Start of Block
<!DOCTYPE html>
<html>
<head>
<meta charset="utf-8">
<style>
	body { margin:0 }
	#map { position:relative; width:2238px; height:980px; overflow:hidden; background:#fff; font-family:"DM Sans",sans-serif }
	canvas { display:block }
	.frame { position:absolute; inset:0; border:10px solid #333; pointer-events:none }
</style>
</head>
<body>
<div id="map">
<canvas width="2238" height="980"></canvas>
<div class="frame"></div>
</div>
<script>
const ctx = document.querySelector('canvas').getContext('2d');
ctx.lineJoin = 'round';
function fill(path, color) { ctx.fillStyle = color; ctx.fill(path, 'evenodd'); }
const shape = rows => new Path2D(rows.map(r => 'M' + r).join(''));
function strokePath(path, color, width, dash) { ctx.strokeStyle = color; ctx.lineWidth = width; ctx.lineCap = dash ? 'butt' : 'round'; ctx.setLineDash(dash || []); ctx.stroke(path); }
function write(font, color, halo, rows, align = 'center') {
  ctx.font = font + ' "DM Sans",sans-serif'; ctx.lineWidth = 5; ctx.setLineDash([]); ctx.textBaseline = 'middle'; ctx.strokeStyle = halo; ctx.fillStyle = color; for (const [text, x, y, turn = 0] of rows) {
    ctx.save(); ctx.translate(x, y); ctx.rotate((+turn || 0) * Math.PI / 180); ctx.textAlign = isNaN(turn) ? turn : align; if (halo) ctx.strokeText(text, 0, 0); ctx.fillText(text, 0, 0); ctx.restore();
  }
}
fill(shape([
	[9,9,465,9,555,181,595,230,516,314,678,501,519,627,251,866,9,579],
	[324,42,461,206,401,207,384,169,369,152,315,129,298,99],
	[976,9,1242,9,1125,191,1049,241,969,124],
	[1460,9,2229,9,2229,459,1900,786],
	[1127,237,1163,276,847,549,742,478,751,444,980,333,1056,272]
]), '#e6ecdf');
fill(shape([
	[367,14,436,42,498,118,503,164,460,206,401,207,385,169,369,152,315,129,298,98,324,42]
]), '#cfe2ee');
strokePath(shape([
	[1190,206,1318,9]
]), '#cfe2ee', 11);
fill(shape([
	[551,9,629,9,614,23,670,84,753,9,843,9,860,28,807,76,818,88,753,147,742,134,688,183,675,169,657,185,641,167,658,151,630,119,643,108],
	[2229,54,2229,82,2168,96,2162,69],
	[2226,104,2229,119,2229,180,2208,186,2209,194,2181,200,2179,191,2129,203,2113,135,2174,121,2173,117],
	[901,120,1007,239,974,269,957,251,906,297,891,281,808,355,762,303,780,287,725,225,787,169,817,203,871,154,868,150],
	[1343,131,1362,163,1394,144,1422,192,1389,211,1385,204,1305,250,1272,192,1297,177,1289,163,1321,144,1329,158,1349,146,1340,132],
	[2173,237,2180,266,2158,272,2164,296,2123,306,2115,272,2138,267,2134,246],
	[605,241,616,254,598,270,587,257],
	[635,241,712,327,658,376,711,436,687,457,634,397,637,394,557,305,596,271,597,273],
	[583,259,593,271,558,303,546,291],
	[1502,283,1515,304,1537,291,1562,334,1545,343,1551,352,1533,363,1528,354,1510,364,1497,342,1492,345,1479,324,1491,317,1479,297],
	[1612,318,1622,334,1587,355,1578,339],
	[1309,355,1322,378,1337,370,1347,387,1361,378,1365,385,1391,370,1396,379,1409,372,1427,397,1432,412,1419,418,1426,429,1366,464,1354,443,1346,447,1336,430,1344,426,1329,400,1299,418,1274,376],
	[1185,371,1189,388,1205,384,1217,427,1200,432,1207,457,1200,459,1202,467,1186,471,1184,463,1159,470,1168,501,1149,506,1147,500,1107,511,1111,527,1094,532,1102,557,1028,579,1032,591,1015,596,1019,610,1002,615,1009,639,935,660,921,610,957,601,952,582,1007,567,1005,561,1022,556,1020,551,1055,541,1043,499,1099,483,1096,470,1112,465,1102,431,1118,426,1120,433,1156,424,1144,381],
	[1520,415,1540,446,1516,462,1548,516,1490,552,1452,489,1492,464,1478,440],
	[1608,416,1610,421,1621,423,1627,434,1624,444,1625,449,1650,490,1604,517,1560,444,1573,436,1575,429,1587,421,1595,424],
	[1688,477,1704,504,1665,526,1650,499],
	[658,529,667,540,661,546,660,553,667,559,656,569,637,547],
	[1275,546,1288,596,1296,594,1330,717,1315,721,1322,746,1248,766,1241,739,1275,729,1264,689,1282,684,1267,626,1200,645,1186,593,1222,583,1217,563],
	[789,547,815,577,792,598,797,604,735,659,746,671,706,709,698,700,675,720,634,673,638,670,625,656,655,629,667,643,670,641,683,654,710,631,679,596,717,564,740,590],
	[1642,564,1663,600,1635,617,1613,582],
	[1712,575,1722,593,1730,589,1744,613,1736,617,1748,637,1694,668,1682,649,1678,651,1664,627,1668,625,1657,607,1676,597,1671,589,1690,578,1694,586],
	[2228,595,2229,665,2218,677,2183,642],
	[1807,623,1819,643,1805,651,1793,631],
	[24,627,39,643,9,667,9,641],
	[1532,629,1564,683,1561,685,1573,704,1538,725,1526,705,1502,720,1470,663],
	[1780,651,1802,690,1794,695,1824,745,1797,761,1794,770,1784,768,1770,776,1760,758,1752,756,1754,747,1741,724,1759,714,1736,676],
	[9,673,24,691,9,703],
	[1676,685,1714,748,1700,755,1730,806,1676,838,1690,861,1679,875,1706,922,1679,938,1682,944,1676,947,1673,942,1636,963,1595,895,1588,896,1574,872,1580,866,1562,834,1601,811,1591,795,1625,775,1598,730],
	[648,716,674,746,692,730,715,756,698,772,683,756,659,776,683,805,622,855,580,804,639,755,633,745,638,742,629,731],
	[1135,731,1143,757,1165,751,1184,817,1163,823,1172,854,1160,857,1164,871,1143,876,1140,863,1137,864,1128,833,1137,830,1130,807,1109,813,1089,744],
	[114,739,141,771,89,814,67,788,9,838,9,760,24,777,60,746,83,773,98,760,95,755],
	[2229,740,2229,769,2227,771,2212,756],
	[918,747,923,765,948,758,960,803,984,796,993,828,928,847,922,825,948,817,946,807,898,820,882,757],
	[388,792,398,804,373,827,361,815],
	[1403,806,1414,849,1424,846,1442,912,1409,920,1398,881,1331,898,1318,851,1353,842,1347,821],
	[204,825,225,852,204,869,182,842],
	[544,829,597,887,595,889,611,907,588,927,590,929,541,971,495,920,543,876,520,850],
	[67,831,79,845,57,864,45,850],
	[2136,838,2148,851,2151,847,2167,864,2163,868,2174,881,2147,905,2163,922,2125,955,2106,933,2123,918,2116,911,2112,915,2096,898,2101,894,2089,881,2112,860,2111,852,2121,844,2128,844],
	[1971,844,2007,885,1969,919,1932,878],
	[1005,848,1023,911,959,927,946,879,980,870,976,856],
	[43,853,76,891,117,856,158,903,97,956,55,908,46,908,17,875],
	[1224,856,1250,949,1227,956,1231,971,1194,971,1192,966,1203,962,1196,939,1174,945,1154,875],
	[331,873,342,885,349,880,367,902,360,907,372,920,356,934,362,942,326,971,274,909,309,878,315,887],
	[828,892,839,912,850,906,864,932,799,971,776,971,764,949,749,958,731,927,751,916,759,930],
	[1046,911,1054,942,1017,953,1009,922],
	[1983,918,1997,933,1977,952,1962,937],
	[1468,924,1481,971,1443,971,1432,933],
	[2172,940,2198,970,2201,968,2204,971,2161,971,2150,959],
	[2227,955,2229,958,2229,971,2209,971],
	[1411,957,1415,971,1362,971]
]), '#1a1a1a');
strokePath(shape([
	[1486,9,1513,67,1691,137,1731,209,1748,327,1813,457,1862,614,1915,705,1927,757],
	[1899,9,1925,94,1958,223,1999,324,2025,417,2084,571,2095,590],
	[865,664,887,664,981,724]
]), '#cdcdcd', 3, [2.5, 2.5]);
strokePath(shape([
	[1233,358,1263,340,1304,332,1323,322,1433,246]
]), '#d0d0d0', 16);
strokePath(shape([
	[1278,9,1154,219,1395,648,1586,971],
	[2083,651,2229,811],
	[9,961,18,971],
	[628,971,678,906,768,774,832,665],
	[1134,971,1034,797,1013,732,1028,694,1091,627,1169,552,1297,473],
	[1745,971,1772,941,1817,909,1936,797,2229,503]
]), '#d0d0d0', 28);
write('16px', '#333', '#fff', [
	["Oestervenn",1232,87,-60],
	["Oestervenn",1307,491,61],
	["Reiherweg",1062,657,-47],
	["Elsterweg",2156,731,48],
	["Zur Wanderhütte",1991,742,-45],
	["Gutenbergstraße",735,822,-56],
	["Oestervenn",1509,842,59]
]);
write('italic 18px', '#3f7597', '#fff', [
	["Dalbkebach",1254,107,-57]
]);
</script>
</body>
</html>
End of Block
## AIM OF THE EXERCISE
Word for word, restate the lines of the data above that fall between the line holding "function fill(path, color)" and the line holding "function write(font, color, halo, rows, align", inclusive, and no other lines.

## WORKED SOLUTION
function fill(path, color) { ctx.fillStyle = color; ctx.fill(path, 'evenodd'); }
const shape = rows => new Path2D(rows.map(r => 'M' + r).join(''));
function strokePath(path, color, width, dash) { ctx.strokeStyle = color; ctx.lineWidth = width; ctx.lineCap = dash ? 'butt' : 'round'; ctx.setLineDash(dash || []); ctx.stroke(path); }
function write(font, color, halo, rows, align = 'center') {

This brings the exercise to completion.